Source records
# # #
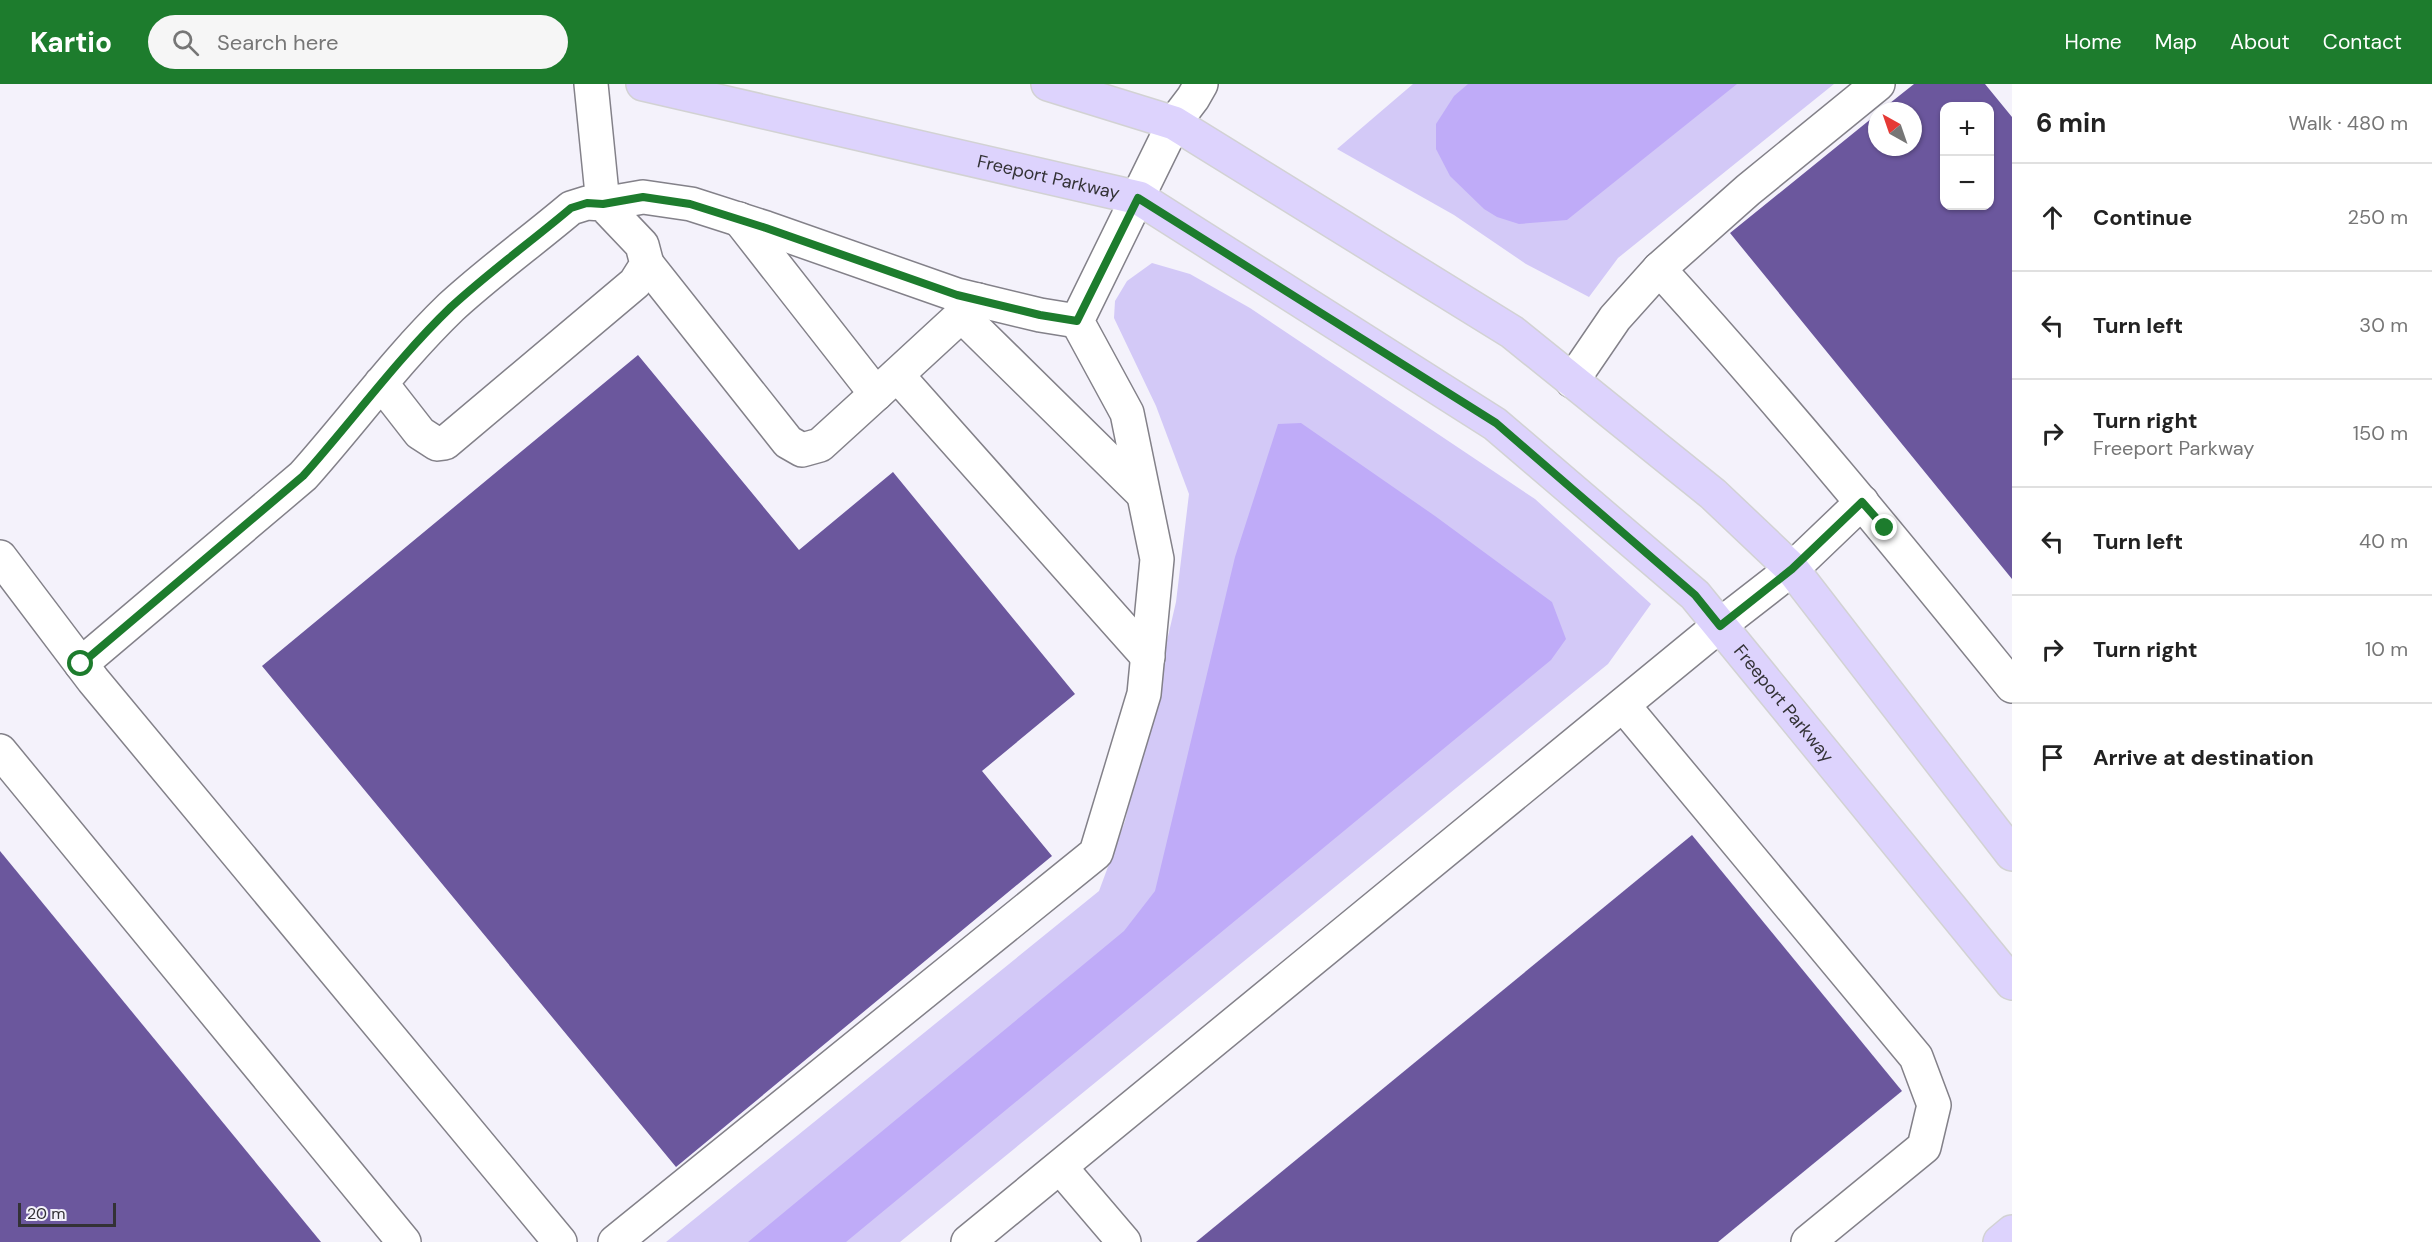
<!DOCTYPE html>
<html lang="en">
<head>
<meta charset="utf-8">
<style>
  body { margin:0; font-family:"DM Sans",sans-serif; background:#f6f6f6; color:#222 }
  .controls { position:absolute; right:18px; top:18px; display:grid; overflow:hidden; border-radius:12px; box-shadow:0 2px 4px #0004 }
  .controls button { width:54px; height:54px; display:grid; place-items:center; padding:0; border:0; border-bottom:2px solid #e0e0e0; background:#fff; color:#222; font:30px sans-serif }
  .compass { position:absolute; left:1868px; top:18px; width:54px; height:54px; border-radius:50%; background:#fff; box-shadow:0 2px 4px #0004; rotate:320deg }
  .scale { position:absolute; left:18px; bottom:15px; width:98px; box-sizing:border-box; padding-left:6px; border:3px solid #333236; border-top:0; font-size:16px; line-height:21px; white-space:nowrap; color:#333236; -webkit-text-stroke:4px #f4f2fb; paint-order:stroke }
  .stop { position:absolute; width:18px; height:18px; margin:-14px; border:4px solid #1d7c2d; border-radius:50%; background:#fff }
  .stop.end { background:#1d7c2d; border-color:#fff; box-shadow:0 2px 6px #0008 }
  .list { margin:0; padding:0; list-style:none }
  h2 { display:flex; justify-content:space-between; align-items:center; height:78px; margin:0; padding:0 24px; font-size:26px }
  h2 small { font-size:20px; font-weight:400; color:#767676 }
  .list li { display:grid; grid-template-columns:39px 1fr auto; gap:18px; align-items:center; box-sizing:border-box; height:108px; padding:0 24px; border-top:2px solid #e0e0e0 }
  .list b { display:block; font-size:22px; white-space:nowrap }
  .list p { margin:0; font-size:20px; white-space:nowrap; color:#767676 }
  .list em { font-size:20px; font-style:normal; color:#767676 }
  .icon { flex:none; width:33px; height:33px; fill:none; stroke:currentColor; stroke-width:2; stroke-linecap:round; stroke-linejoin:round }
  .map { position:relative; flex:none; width:2012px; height:1158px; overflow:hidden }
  header { display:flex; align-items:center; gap:36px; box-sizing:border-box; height:84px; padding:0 30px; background:#1d7c2d; color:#fff }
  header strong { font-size:28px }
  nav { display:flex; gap:33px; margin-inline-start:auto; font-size:21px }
  .search { width:420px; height:54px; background:#f6f6f6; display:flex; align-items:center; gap:15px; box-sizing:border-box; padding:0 21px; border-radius:33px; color:#767676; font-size:22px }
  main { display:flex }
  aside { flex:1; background:#fff }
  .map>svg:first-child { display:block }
  .green { fill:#d3c9f7 }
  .water { fill:#bfabf8 }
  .building { fill:#6b579d; fill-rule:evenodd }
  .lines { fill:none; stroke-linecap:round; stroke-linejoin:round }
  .minor-casing { stroke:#838189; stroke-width:36 }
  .major-casing { stroke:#d2d2d3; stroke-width:36 }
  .minor { stroke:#fff; stroke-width:33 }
  .major { stroke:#ddd3fd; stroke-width:33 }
  .route { stroke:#1d7c2d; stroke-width:8 }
  .labels { text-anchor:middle; stroke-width:6; stroke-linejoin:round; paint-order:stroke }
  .street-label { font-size:18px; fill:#333236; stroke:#f4f2fb }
</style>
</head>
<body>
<header>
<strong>Kartio</strong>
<div class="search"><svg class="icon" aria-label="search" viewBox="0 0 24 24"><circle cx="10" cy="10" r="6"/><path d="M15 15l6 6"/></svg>Search here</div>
<nav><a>Home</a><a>Map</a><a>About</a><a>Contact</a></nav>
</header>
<main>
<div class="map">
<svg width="2012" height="1158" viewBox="0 0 2012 1158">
  <rect width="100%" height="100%" fill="#f4f2fb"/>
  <g class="green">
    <polygon points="1413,0 1834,0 1618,174 1589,213 1526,180 1454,131 1337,65"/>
    <polygon points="1152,179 1190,190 1250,224 1535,415 1651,520 1608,580 900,1158 666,1158 1099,807 1125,737 1176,518 1189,410 1156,322 1114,234 1115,217 1127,197"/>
  </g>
  <g class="water">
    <polygon points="1468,0 1737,0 1567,136 1519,140 1497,133 1484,125 1450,92 1436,65 1436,40 1454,12"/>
    <polygon points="1301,339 1435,432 1552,518 1566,555 1551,576 846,1158 748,1158 1124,847 1155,807 1235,473 1278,340"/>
  </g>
  <g class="building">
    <path d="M 1914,0 L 1985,0 L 2012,33 L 2012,495 L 1730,149 L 1877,30 L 1877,63 L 1913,63 L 1913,27 L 1880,27 ZM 1944,22 L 1990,22 L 1990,122 L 1944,122 Z"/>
    <polygon points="638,271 799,466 893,388 1075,610 982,687 1052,772 676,1083 262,582"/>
    <polygon points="1692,751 1902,1007 1718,1158 1196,1158"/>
    <polygon points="0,767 321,1158 0,1158"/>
  </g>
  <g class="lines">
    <defs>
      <g id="minor">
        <polyline points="591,0 603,120 643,113 691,120 766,144 957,211 1040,231 1077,237"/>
        <polyline points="739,135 876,310 978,216"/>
        <polyline points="647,180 788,358 802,366 820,361 876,310"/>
        <path d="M 1659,185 C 1782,320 1897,460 2012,602"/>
        <polyline points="962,232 1143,410"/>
        <polyline points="897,291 1148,573"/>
        <polyline points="1572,297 1615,234 1659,185 1748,106 1878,0"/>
        <polyline points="0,473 93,596 560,1158"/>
        <path d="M 81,580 L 303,392 C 353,336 397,275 451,223 C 489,188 532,157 571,124 L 587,119 L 603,120 L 642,161 L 647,180 L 635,199 L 445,359 L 437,360 L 420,349 L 381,299"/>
        <polyline points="1623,621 1916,973 1934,1021 1924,1063 1808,1158"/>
        <polyline points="0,667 404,1158"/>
        <polyline points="1060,1083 1124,1158"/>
        <polyline points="615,1158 1096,769 1144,610 1157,475 1127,329 1077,237 1174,39 1193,14 1201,0"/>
        <polyline points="968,1158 1720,541 1792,485 1862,418"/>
      </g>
      <g id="major">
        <path id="s1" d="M 643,0 L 1139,114 L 1495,340 L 1695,511 L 2012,899"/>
        <polyline points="1048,0 1174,39 1512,248 1713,410 1792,485 2012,770"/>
        <polyline points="2000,1158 2012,1148"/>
      </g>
    </defs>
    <use href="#minor" class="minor-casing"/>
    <use href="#major" class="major-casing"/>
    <use href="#minor" class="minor"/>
    <use href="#major" class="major"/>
  </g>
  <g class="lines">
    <path class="route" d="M 81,580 L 303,392 C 353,336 397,275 451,223 C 489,188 532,157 571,124 L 587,119 L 603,120 L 643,113 L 690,120 L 766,144 L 957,211 L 1040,231 L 1077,237 L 1138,114 L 1496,339 L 1695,511 L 1720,542 L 1792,485 L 1862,418 L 1885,444"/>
  </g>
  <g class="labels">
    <g class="street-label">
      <text dy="6" stroke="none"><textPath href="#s1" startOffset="416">Freeport Parkway</textPath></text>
      <text dy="6" stroke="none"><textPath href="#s1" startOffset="1334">Freeport Parkway</textPath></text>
    </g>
  </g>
</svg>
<div class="controls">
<button>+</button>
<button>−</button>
</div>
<svg class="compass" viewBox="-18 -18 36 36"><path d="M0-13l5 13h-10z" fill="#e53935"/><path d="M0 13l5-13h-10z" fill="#767676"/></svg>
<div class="scale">20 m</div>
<div class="stop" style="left:81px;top:580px"></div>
<div class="stop end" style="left:1885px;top:444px"></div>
</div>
<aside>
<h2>6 min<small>Walk · 480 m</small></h2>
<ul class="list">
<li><svg class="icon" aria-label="ahead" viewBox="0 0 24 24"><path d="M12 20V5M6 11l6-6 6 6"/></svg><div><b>Continue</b></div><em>250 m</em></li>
<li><svg class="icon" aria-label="left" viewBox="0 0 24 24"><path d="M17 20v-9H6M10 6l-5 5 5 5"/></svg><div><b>Turn left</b></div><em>30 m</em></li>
<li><svg class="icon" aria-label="right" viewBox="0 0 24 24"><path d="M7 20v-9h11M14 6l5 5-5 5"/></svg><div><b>Turn right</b><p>Freeport Parkway</p></div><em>150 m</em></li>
<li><svg class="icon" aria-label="left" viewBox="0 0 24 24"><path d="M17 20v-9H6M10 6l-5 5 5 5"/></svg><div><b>Turn left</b></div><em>40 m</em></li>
<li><svg class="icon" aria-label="right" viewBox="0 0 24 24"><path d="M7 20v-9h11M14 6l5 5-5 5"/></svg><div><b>Turn right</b></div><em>10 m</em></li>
<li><svg class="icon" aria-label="arrive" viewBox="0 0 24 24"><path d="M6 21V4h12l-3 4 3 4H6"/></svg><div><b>Arrive at destination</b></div></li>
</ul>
</aside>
</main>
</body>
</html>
# # #
● **Action item**:
Which of the lines in the data contain the string "solid"? Return each one.

● **Result of the task**:
  .controls button { width:54px; height:54px; display:grid; place-items:center; padding:0; border:0; border-bottom:2px solid #e0e0e0; background:#fff; color:#222; font:30px sans-serif }
  .scale { position:absolute; left:18px; bottom:15px; width:98px; box-sizing:border-box; padding-left:6px; border:3px solid #333236; border-top:0; font-size:16px; line-height:21px; white-space:nowrap; color:#333236; -webkit-text-stroke:4px #f4f2fb; paint-order:stroke }
  .stop { position:absolute; width:18px; height:18px; margin:-14px; border:4px solid #1d7c2d; border-radius:50%; background:#fff }
  .list li { display:grid; grid-template-columns:39px 1fr auto; gap:18px; align-items:center; box-sizing:border-box; height:108px; padding:0 24px; border-top:2px solid #e0e0e0 }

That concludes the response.